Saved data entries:
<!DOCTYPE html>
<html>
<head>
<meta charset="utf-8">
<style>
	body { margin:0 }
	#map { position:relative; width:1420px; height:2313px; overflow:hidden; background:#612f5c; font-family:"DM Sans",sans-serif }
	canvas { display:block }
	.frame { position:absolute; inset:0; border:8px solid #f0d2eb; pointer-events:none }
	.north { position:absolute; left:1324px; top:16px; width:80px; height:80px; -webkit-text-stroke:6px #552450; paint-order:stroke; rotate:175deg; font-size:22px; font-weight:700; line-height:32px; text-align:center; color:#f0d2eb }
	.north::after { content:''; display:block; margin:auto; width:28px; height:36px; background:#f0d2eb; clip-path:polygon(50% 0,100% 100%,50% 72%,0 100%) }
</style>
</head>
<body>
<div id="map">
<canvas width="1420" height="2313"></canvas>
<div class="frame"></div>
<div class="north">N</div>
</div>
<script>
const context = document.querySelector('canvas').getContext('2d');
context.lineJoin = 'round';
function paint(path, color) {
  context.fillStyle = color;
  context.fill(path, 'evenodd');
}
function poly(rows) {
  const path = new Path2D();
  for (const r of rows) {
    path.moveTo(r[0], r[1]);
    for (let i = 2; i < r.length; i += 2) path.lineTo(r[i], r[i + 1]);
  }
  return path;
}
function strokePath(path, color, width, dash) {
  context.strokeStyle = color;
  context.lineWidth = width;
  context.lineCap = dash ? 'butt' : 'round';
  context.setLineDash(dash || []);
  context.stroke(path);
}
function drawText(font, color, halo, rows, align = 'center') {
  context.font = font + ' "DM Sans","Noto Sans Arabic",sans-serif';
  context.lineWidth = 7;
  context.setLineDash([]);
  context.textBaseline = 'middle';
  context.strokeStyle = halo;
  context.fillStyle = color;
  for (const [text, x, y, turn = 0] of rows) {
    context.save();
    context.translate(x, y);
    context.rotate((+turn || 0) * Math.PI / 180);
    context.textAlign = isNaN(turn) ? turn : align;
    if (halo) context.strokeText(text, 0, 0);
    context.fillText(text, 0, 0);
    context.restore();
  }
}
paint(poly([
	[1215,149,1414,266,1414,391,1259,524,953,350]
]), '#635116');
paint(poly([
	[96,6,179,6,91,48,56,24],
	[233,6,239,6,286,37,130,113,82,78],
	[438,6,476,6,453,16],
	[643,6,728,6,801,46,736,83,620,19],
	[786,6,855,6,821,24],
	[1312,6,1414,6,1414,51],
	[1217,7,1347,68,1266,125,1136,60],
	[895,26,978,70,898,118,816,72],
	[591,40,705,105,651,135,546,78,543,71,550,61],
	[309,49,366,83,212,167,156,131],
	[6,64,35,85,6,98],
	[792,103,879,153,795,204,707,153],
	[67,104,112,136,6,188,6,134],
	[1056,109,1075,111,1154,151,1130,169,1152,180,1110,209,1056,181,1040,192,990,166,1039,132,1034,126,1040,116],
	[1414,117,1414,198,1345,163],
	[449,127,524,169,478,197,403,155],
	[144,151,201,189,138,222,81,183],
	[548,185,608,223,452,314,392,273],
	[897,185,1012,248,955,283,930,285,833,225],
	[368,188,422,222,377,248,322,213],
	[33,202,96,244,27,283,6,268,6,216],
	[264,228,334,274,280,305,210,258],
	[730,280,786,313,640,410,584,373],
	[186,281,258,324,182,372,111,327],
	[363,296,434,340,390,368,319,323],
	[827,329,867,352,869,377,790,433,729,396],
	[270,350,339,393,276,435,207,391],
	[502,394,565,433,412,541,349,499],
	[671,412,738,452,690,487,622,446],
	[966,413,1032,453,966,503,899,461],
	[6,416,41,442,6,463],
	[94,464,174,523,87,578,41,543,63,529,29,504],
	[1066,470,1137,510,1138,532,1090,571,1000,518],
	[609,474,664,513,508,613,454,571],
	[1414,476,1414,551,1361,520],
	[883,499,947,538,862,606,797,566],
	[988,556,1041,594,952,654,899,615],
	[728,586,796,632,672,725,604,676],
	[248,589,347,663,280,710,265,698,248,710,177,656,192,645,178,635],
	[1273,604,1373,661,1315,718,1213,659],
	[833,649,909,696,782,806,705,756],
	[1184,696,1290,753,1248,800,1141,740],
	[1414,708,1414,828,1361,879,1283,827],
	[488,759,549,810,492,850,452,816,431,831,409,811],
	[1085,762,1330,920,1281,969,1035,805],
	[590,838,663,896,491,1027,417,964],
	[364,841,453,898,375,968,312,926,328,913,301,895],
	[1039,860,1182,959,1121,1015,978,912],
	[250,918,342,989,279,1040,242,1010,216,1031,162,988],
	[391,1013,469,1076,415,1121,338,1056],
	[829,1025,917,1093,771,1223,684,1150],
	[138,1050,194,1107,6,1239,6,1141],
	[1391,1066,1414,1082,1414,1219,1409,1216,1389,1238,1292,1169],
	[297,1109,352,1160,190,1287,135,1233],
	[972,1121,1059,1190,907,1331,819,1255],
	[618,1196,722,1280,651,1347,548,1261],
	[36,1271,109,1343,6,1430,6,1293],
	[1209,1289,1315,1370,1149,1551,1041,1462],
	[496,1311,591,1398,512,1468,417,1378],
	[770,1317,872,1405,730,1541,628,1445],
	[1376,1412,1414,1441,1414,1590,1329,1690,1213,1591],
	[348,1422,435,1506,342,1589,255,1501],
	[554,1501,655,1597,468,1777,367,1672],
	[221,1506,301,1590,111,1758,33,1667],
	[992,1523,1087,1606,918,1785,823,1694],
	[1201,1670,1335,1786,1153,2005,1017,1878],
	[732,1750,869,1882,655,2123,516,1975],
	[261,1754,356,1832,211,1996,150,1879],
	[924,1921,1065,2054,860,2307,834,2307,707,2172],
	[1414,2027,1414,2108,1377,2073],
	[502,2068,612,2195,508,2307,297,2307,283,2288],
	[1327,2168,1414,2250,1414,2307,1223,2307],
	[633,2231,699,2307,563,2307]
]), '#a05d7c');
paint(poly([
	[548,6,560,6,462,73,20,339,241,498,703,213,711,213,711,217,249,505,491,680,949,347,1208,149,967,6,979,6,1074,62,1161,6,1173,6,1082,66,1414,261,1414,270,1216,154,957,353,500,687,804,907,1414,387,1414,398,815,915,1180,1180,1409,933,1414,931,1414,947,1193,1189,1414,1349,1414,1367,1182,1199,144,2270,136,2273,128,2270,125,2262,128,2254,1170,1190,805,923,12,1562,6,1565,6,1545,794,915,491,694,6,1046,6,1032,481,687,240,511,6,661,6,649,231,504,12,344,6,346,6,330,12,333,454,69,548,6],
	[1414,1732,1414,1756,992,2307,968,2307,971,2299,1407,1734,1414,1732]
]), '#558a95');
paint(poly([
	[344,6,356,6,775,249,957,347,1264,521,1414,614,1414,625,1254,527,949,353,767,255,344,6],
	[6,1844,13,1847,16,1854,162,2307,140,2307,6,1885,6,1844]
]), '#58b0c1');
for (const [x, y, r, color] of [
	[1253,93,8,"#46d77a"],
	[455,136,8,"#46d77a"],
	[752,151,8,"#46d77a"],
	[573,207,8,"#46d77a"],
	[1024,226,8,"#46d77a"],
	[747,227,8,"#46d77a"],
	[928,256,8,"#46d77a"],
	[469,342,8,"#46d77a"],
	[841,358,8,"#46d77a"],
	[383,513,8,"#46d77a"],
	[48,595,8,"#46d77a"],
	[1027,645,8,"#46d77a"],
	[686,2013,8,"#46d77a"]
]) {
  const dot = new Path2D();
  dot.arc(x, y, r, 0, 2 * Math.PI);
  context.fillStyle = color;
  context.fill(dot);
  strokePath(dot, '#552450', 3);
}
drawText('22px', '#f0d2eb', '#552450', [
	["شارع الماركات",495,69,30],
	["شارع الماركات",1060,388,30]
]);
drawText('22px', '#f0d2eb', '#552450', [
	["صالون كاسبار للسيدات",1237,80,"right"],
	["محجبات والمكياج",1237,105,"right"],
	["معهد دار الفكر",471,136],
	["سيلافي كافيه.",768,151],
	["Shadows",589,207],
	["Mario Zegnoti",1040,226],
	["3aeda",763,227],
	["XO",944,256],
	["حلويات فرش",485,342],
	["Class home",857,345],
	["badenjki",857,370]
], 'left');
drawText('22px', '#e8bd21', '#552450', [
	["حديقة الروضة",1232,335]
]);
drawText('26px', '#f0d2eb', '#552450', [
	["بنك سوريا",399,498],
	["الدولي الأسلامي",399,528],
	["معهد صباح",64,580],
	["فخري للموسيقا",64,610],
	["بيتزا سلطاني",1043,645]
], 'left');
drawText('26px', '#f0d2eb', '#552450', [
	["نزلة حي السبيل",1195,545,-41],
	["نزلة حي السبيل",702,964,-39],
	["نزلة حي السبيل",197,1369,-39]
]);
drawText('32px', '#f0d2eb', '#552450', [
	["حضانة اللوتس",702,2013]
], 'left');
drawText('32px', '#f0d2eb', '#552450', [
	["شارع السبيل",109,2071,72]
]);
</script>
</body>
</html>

* * *

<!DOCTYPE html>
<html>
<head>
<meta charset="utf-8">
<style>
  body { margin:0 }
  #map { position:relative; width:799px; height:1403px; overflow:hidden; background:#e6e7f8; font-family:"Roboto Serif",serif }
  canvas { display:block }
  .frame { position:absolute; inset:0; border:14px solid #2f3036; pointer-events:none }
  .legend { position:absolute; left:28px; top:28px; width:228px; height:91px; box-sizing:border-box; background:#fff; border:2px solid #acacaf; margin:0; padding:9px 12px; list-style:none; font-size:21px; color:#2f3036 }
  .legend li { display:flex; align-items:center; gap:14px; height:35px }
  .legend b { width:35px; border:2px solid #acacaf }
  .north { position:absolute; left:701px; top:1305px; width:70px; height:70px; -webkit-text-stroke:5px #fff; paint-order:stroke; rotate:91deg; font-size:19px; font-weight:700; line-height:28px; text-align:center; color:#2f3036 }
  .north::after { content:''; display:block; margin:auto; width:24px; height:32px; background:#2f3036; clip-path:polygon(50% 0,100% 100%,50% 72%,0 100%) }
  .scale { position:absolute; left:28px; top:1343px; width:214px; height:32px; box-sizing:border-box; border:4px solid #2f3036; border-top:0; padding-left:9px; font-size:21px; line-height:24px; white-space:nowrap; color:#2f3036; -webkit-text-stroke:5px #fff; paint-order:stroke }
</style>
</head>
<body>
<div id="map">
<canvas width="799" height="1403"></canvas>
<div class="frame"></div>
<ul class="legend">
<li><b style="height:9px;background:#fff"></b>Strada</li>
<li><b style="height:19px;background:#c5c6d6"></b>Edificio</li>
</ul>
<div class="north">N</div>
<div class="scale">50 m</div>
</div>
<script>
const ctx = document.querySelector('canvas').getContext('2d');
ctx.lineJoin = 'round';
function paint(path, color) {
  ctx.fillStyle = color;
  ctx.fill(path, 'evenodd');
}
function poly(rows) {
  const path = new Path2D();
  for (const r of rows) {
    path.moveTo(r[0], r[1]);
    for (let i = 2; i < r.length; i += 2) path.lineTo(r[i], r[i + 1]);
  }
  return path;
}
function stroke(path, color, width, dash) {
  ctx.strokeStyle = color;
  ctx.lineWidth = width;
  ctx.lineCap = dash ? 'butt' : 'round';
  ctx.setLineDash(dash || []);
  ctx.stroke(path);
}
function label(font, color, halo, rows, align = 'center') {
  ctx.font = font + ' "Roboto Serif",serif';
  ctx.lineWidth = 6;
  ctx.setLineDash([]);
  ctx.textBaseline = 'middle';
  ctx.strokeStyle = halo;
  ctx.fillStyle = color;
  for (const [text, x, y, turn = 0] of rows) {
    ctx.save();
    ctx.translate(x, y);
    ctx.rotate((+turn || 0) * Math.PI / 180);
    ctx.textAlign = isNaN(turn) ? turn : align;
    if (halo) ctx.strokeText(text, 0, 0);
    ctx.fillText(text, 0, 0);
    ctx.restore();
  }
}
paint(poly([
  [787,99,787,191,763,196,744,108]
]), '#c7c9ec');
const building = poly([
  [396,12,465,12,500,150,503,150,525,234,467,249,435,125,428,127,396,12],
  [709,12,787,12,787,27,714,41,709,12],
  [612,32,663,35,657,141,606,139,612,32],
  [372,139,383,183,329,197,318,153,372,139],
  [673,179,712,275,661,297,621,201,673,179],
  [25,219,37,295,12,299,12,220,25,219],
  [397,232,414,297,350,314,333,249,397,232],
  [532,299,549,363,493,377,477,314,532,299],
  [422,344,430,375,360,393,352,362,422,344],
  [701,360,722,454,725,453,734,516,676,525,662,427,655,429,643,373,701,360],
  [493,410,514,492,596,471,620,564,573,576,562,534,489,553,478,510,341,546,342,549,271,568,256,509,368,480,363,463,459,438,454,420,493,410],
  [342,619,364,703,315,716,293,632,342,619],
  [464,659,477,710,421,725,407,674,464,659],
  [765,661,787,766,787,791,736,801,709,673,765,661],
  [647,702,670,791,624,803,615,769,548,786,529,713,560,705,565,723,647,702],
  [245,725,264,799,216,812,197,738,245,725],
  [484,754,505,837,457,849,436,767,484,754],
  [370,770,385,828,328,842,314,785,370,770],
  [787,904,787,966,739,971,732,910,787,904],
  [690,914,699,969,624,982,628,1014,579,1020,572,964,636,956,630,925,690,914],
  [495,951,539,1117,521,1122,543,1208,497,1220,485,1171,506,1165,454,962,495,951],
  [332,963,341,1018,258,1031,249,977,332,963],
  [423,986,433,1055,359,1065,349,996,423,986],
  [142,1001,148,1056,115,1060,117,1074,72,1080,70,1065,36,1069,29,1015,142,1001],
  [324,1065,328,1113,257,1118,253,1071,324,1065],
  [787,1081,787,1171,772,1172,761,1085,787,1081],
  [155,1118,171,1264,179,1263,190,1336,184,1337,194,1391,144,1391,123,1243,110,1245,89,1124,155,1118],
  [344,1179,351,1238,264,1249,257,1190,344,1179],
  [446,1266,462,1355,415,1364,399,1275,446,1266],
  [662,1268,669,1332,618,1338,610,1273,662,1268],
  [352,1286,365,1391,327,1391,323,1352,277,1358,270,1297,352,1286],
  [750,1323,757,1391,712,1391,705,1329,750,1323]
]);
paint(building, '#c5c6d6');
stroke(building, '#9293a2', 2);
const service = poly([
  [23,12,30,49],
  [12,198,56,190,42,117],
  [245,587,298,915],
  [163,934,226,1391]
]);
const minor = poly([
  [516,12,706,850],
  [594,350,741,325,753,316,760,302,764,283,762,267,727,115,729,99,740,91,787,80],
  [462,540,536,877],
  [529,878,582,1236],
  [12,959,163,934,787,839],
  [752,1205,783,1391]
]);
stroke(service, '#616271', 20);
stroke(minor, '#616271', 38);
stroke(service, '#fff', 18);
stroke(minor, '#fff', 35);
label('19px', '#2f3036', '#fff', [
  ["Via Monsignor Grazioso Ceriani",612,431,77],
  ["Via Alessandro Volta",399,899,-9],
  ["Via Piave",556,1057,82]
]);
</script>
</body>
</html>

**TASK ITEM:** What is needed is every line from the data above that includes the string "document", copied out.

**RESPONSE AREA:**
const context = document.querySelector('canvas').getContext('2d');
const ctx = document.querySelector('canvas').getContext('2d');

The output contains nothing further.